Agatha Christie, a novelist on the digs
22 January 2023
In the 1930s, Agatha Christie accompanied her husband to several archaeological sites in Iraq and Syria. These trips were to inspire the novelist, as Assyriologist Cécile Michel recounts in this post on her blog Brèves Mésopotamiennes, now available on CNRS le Journal.
In 1930, Agatha Christie accepted an invitation from Leonard and Katherine Woolley to visit the site of Ur, in southern Iraq. Little did she know that her life was about to change radically. She was entrusted to a young assistant, Max Mallowan, who showed her around the region. Despite their age difference – she was fourteen years older than him and had been divorced for two years – and their religious differences – he was Catholic and she Anglican – they married on 11 September 1930.
Agatha accompanied her husband into the field, initially in Iraq, then under British mandate. In 1933, Max Mallowan took charge of excavations at the small prehistoric site of Tell Arpachiyah, near Mosul in northern Iraq, a site discovered in the late 1920s by R. Campbell Thompson. Dated to the Halaf and Obeid periods, it was an important site for the production of ceramics and the obsidian trade. A major political crisis in Iraq drove the archaeologist away and he went to work in Syria, which was under French mandate at the time.
From 1934 onwards, Agatha Christie began a diary in which she vividly recounted five seasons in Syria and daily life on the excavation sites.

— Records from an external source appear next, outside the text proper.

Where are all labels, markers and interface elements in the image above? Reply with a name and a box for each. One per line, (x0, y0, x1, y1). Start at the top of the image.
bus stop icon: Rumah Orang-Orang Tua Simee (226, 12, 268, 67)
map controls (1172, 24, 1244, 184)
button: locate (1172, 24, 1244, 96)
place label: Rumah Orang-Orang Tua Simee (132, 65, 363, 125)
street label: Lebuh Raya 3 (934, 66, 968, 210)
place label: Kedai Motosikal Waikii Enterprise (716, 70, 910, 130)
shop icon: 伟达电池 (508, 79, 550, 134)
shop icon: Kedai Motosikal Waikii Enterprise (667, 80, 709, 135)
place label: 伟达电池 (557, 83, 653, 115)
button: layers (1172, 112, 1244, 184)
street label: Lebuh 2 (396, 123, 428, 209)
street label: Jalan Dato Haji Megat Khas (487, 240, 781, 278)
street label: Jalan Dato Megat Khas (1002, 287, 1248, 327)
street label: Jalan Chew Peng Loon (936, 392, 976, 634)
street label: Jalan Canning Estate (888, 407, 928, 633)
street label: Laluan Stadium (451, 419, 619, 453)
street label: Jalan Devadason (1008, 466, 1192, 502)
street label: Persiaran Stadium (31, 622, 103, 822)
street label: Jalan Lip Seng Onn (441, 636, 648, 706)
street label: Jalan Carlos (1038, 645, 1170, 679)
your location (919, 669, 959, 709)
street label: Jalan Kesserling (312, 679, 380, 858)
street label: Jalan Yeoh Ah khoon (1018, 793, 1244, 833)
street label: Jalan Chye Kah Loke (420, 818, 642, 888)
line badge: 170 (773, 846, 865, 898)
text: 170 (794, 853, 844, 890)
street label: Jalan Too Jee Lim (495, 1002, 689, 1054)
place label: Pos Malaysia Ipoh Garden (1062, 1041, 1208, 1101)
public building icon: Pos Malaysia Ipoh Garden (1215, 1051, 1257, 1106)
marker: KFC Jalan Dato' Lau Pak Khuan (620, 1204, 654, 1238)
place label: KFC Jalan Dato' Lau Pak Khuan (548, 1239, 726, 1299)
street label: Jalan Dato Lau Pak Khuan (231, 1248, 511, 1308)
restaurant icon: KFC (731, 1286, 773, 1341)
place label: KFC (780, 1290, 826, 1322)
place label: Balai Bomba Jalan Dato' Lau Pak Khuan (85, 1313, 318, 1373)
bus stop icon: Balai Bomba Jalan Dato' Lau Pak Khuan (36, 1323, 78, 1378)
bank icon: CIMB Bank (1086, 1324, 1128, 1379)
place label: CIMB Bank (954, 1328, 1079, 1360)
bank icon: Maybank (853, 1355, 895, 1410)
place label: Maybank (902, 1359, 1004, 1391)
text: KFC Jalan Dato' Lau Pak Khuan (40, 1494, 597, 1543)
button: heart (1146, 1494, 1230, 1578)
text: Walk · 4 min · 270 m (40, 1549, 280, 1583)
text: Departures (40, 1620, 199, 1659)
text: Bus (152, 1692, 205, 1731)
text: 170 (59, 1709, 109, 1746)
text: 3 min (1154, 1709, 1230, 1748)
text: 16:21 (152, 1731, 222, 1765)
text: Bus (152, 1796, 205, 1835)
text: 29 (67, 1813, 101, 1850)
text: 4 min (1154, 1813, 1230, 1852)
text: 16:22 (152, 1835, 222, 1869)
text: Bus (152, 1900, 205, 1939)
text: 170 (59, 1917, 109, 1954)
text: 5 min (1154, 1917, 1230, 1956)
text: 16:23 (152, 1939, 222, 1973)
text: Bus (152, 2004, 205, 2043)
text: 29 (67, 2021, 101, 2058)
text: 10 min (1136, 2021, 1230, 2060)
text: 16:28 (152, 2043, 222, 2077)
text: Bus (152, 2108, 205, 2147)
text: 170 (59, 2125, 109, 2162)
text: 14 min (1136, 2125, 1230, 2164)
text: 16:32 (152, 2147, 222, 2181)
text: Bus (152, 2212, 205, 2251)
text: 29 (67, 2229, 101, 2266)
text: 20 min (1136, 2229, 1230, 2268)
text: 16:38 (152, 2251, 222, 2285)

This diary was published in 1946 under the title Come, Tell Me How You Live, translated into French as La romancière et l'archéologue. Mes aventures au Moyen-Orient(2005). The story begins with a trip on the Orient-Express, followed by prospecting in Syria to find the tell on which Max intended to conduct his research. He hesitated between three sites in the north-west of the country, and finally chose Tell Chagar-Bazar, occupied from the Halaf period at the end of the Neolithic, until the second half of the 2nd millennium BCE.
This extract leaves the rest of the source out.